Clearly unhappy with their holiday package, the Smiths rang the travel company’s representative and made their complaints known. She assured them that she would move them to another facility but said they would have to wait until morning before they could be moved. She organised a move to a hotel in a different village nearby, which seemed reasonable to the Smiths. That was until the representative informed them that it was a lower star-rated hotel and they would have to pay an extra £272 per person per week. The Smith’s knew their rights and said they were completely unhappy with the service and would not be paying more money to stay in a lower-star hotel because the company have provided inadequate accommodation. She said that nothing else could be done and that they had no option but to pay.

The Smiths decided to find alternative accommodation for the night so they could rest and then approach the representative again in the morning. They found a suitable room for the night further down the road and then received a phone call from the representative.
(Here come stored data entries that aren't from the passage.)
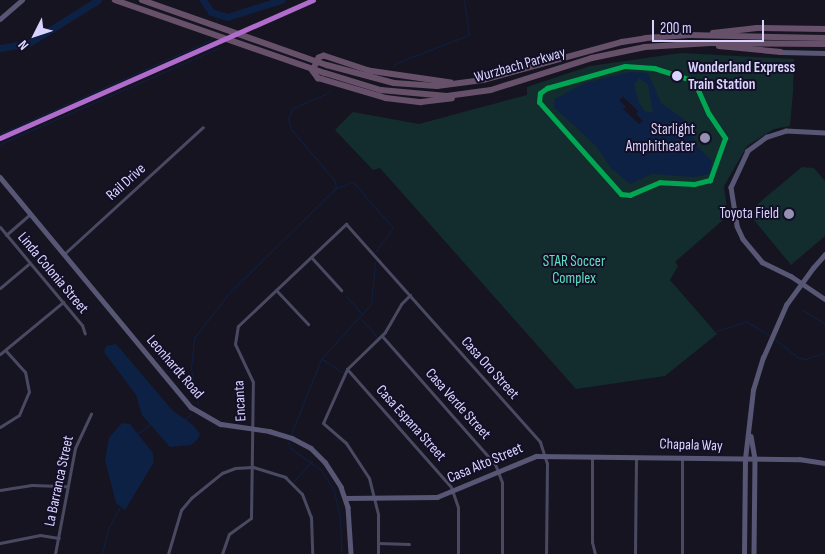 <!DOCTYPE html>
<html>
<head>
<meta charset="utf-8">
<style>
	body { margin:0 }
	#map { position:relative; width:825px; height:554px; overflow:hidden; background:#161421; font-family:"Sofia Sans Condensed",sans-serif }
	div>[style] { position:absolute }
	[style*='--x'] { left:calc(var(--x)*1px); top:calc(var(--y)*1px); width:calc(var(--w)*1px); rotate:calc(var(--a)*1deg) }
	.green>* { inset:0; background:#132c2d }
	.water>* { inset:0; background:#0d2144 }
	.pier>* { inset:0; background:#161421 }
	.stream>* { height:1px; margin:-0.5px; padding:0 0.5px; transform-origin:0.5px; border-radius:0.5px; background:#0d2144 }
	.river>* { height:7px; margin:-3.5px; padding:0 3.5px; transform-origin:3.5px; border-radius:3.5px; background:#0d2144 }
	.street>* { height:3px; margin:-1.5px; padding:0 1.5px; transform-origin:1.5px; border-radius:1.5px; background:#4a4962 }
	.secondary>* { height:4.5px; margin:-2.25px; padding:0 2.25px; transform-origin:2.25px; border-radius:2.25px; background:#575674 }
	.highway>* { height:5.5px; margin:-2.75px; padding:0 2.75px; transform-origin:2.75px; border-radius:2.75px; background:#67516a }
	.secondary-bridge>* { height:4.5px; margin:-2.25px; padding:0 2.25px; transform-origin:2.25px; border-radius:2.25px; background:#575674 }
	.highway-bridge>* { height:5.5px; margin:-2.75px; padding:0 2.75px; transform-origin:2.75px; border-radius:2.75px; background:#67516a }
	.rail-1>* { height:5px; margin:-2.5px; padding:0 2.5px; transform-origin:2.5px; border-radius:2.5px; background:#00a651 }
	.rail-2>* { height:5px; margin:-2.5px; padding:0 2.5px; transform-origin:2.5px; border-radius:2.5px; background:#b06ccc }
	.dots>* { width:14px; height:14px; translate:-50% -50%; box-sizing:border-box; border:2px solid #130f26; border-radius:50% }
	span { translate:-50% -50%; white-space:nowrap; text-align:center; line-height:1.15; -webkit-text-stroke:4px #130f26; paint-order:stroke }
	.street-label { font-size:15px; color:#d9d4ff }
	.stop-label { font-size:15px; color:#d9d4ff; font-weight:700 }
	.left { translate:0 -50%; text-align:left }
	.poi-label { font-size:15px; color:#d9d4ff }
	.right { translate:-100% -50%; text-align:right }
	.park-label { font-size:15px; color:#5fe0c0 }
	.north { position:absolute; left:10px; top:10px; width:50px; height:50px; -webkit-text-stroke:4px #130f26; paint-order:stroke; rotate:229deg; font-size:14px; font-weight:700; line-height:20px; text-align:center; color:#d9d4ff }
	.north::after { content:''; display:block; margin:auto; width:18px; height:22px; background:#d9d4ff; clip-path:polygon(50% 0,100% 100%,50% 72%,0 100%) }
	.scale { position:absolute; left:652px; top:20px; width:112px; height:22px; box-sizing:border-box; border:2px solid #d9d4ff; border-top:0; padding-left:6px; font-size:15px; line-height:18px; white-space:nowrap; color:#d9d4ff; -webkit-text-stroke:4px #130f26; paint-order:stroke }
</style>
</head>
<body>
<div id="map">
	<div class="green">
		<div style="clip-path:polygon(681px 53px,794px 59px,793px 92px,790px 126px,774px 129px,747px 146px,724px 186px,727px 209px,724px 219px,675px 262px,678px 266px,670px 280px,717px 334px,665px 376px,576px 389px,380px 168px,373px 170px,335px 130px,353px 112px,419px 124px,527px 95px,527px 87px,590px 66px)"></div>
		<div style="clip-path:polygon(802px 167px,814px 168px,825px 181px,825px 236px,791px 265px,754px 220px,754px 207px)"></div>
	</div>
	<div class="water">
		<div style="clip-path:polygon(evenodd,630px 72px,648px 73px,661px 103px,685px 120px,697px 146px,712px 161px,710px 174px,694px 177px,652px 174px,630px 184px,611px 168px,597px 147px,554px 107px,555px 99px,585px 83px,630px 72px,639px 78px,648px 84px,653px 113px,645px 111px,639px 103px,634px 85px,639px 78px)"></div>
		<div style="clip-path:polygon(116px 344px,173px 411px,193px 425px,200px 434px,197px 440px,191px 445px,170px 447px,142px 415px,136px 395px,104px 352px,106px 346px)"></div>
		<div style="clip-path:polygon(122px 423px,130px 424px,141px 438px,153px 453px,154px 462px,125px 510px,116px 503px,105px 460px,109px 438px)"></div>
	</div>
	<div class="pier">
		<div style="clip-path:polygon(623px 97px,638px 111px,636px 114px,643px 121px,639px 124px,623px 109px,626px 107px,619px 100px)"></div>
	</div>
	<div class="stream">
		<div style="--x:216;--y:23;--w:8;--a:-76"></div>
		<div style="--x:393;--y:67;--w:5;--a:-53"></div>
		<div style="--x:396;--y:63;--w:78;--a:-21"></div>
		<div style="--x:469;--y:35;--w:35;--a:-98"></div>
		<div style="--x:0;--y:134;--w:231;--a:-24"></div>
		<div style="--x:211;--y:40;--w:3;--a:-72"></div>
		<div style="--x:0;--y:144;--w:241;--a:-23.7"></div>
		<div style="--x:336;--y:188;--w:18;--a:-19"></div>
		<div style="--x:353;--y:182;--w:61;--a:49"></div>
		<div style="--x:393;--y:228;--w:30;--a:127"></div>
		<div style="--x:345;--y:295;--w:27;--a:48"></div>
		<div style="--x:803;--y:310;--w:26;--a:32"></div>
		<div style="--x:361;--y:319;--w:24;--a:48"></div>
		<div style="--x:713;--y:332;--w:35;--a:-18"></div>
		<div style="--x:746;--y:321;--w:28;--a:32"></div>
		<div style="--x:773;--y:338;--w:33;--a:38"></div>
		<div style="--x:799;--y:358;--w:7;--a:8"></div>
		<div style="--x:806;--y:359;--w:20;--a:-20"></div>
		<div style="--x:322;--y:359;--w:24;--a:33"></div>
		<div style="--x:198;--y:404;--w:37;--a:-101"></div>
		<div style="--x:191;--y:368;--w:30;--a:-84"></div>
		<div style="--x:194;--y:338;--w:56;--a:-52.3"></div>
		<div style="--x:228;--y:294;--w:151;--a:-44.5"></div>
		<div style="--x:336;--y:188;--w:7;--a:-98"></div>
		<div style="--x:335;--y:181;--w:68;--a:-130.2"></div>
		<div style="--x:291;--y:129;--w:10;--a:-107"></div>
		<div style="--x:288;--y:119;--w:12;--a:-66"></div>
		<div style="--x:293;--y:108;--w:40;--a:-23.4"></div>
		<div style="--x:185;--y:419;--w:8;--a:-40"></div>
		<div style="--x:137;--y:434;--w:17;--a:-36"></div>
		<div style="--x:291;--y:434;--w:81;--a:-68.2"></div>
		<div style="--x:321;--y:359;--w:74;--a:-47.7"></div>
		<div style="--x:371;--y:304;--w:42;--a:-84.6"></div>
		<div style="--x:288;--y:442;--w:6;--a:72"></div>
		<div style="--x:290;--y:448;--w:38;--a:35"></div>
		<div style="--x:321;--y:470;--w:25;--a:58"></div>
		<div style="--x:334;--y:491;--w:26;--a:77"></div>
		<div style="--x:340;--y:516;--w:38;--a:88"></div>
		<div style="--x:294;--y:481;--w:27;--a:-48"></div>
		<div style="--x:102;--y:554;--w:26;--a:-77"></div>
		<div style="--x:108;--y:529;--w:24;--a:-62"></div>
	</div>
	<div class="river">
		<div style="--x:203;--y:0;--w:14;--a:56"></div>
		<div style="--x:211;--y:12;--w:17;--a:17"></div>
		<div style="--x:227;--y:17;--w:57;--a:-17.5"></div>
		<div style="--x:0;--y:48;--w:29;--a:-10"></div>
		<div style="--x:29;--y:43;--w:81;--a:-31.9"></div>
	</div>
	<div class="street">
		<div style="--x:0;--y:227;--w:128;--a:50.1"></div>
		<div style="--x:82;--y:325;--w:9;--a:72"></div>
		<div style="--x:6;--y:235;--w:32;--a:-41"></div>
		<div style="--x:64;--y:254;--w:188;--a:-42.4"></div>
		<div style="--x:311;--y:257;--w:45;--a:47.7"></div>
		<div style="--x:0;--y:288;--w:39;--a:-40"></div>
		<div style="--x:276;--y:290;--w:47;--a:46.7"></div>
		<div style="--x:382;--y:336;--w:171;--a:48.6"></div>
		<div style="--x:495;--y:464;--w:19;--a:69"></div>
		<div style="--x:502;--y:482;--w:72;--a:90"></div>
		<div style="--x:0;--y:354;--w:82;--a:-39.5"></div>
		<div style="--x:347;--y:369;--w:157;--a:48.6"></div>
		<div style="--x:451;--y:487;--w:21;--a:71"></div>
		<div style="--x:458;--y:507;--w:47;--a:90"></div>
		<div style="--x:0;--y:427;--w:22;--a:-32"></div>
		<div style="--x:19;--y:415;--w:25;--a:-67"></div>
		<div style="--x:29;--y:392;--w:20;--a:-101"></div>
		<div style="--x:25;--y:372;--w:28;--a:-132"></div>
		<div style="--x:592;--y:456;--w:86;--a:90"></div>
		<div style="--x:592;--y:542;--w:12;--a:76"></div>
		<div style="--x:0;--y:490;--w:32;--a:-9"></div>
		<div style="--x:32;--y:485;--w:35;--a:2"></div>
		<div style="--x:0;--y:543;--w:41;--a:-11.3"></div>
		<div style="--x:40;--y:535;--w:19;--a:9"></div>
		<div style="--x:378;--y:543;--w:31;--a:2"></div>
		<div style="--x:55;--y:554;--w:108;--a:-79.3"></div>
		<div style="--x:75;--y:448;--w:38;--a:-65"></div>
		<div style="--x:168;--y:554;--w:46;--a:-73.5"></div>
		<div style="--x:181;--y:510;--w:16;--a:-50"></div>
		<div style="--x:191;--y:498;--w:40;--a:-39"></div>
		<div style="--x:222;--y:473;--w:14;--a:-21"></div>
		<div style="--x:235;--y:468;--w:18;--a:-3"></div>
		<div style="--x:253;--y:467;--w:34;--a:17"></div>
		<div style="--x:285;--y:477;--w:24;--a:45"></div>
		<div style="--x:302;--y:494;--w:25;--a:69"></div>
		<div style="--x:311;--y:517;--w:37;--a:88"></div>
		<div style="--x:222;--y:554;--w:21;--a:-71"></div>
		<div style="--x:229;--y:534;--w:27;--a:-36"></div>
		<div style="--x:251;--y:518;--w:136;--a:-89.2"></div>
		<div style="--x:253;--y:382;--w:42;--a:-115.3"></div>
		<div style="--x:235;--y:344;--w:18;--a:-81"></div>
		<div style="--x:238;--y:326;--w:149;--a:-43.4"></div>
		<div style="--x:346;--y:224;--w:292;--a:48.3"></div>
		<div style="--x:540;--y:442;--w:22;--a:72"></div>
		<div style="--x:547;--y:463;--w:91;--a:90.6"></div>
		<div style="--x:378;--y:554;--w:40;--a:-90"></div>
		<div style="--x:378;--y:514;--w:37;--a:-104"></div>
		<div style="--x:369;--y:478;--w:42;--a:-123.3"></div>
		<div style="--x:346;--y:443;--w:30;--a:-139"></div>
		<div style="--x:323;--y:423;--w:59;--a:-66"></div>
		<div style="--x:347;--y:369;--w:53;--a:-44.2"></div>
		<div style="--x:385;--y:332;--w:32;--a:-60"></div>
		<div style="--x:401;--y:304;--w:13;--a:-45"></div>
		<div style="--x:635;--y:554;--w:97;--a:-89.4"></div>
		<div style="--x:682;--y:554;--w:96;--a:-90"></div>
	</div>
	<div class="secondary">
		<div style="--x:0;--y:19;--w:29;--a:-41"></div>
		<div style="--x:781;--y:52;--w:44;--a:1.3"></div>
		<div style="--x:825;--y:133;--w:39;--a:-177"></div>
		<div style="--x:786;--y:131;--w:20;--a:162"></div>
		<div style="--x:767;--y:137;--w:24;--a:144"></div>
		<div style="--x:748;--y:151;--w:40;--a:115"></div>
		<div style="--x:731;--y:187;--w:39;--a:81"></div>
		<div style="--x:737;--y:226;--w:14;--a:65"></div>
		<div style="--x:743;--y:239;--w:30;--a:50"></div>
		<div style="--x:762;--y:262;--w:32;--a:26"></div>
		<div style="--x:791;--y:276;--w:41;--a:34.1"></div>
		<div style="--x:0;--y:177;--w:299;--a:50.3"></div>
		<div style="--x:191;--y:407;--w:34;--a:30"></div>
		<div style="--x:221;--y:424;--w:49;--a:8.3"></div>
		<div style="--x:269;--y:431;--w:24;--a:17"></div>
		<div style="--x:292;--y:438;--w:21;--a:28"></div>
		<div style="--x:311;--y:448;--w:20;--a:45"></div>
		<div style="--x:325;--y:462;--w:30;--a:57"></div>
		<div style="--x:341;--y:487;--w:21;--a:71"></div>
		<div style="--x:348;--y:507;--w:47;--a:86.3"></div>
		<div style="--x:813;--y:268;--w:18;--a:-49"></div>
		<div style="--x:751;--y:436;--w:23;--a:80"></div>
		<div style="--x:755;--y:459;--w:95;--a:90.6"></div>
		<div style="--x:345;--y:498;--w:92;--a:-0.6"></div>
		<div style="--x:437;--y:497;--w:107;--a:-22.5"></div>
		<div style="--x:536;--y:456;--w:263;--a:0.7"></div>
		<div style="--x:799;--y:459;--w:26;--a:9"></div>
		<div style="--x:744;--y:554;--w:95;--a:-89.4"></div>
		<div style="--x:745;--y:459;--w:69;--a:-83.4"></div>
		<div style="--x:753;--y:390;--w:34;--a:-73"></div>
	</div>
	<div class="highway">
		<div style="--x:713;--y:33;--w:44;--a:-6.5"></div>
		<div style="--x:757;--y:28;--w:68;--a:0.8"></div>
		<div style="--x:719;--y:46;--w:62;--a:5.5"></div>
		<div style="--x:327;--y:65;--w:69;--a:15"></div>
		<div style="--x:394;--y:83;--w:43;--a:4"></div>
		<div style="--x:437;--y:86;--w:46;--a:-7.4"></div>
		<div style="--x:483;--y:80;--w:144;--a:-15.3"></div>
		<div style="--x:622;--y:42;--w:24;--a:-9"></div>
		<div style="--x:646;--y:38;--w:43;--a:-4"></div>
		<div style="--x:689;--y:35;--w:136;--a:1.3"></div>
		<div style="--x:325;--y:73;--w:59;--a:16.9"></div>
		<div style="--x:381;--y:90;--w:66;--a:5.2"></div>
		<div style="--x:447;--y:96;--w:44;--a:-7.8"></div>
		<div style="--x:491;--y:90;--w:106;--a:-17.6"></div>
		<div style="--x:592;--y:58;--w:54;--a:-11.7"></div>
		<div style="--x:645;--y:47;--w:65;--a:-3.5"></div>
		<div style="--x:710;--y:43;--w:115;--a:0.5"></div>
		<div style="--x:451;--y:83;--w:83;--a:-171.7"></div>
		<div style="--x:369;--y:71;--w:47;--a:-161.6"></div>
		<div style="--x:324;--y:56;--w:5;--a:158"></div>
		<div style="--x:319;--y:58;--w:14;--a:115"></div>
		<div style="--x:313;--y:71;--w:9;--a:54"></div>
		<div style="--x:318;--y:78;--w:71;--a:16.4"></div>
		<div style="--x:386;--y:98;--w:35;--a:7"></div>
		<div style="--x:421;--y:102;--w:31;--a:-7"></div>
	</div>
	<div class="secondary-bridge">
		<div style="--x:763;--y:358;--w:58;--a:-66.5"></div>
		<div style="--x:786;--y:305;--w:46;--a:-53.9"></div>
	</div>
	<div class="highway-bridge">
		<div style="--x:115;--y:0;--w:222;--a:19.2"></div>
		<div style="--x:142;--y:0;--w:196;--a:19.4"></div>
	</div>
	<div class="rail-1">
		<div style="--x:625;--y:66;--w:29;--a:4"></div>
		<div style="--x:654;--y:68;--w:42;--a:18"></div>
		<div style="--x:694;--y:81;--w:36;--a:66"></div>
		<div style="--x:709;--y:114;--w:29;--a:56"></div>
		<div style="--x:725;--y:138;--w:45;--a:109.7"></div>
		<div style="--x:710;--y:180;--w:16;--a:166"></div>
		<div style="--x:694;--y:184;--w:34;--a:-177"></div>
		<div style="--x:660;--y:182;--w:33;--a:157"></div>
		<div style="--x:630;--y:195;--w:9;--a:-174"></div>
		<div style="--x:621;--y:194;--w:123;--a:-131.7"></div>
		<div style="--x:539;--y:102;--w:9;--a:-84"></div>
		<div style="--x:540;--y:93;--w:9;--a:-36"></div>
		<div style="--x:547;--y:88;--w:81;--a:-15.8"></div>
	</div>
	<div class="rail-2">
		<div style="--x:0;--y:138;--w:342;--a:-23.8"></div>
	</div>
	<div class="dots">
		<div style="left:677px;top:76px;background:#d9d4ff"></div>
		<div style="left:705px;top:138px;background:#9591b1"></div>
		<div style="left:789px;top:214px;background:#9591b1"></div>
	</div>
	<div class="street-label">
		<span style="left:520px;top:65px;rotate:-16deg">Wurzbach Parkway</span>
		<span style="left:126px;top:182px;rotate:-42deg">Rail Drive</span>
		<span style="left:53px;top:273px;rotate:50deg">Linda Colonia Street</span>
		<span style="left:175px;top:367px;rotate:49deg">Leonhardt Road</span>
		<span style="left:490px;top:368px;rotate:48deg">Casa Oro Street</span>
		<span style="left:240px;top:401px;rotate:-93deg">Encanta</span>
		<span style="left:458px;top:404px;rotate:48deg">Casa Verde Street</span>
		<span style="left:411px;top:423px;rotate:48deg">Casa Espana Street</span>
		<span style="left:691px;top:445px;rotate:2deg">Chapala Way</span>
		<span style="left:485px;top:463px;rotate:-23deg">Casa Alto Street</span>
		<span style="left:59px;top:481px;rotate:-78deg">La Barranca Street</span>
	</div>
	<div class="stop-label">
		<span class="left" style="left:688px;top:76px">Wonderland Express<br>Train Station</span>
	</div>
	<div class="poi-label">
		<span class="right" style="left:695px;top:138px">Starlight<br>Amphitheater</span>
		<span class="right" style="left:779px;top:214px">Toyota Field</span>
	</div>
	<div class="park-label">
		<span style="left:574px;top:270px">STAR Soccer<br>Complex</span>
	</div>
	<div class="north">N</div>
	<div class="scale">200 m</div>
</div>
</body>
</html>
She informed the Smiths that because they have left the hotel, they would not receive any further assistance from the company and their return transfers and flights would be cancelled.

Return Home

The Smith’s fortunately managed to liaise with another representative and was able to use the return transfer and flights. They also kept a log of all dealings with the hotel and representatives.Upon returning home, the Smiths wrote to the travel company to detail their complaints and ask for a refund of the money for the accommodation. After two years of trying to negotiate with the company, they only offered an insulting payment of £20 each, as a token gesture as they said that the Smith’s should have expected such accommodation from a low-cost last-minute holiday.

Court Success

The Smiths took the company to court and received some compensation for the second accommodation, expenses and distress. The representative was removed from the company. The log and chronology of events that the Smith’s had created proved excellent evidence in winning the case.

Points to Remember

It is useful to remember to log down everything including names, dates, places and contact details as well as the events that occur. Photographs should always be taken of problems where possible to prove your complaints. It is also useful to note that after a telephone call complaint, you should follow it up in writing so the company has it on file. Letters of complaint should be sent recorded delivery so that you can prove that correspondence was sent just in case.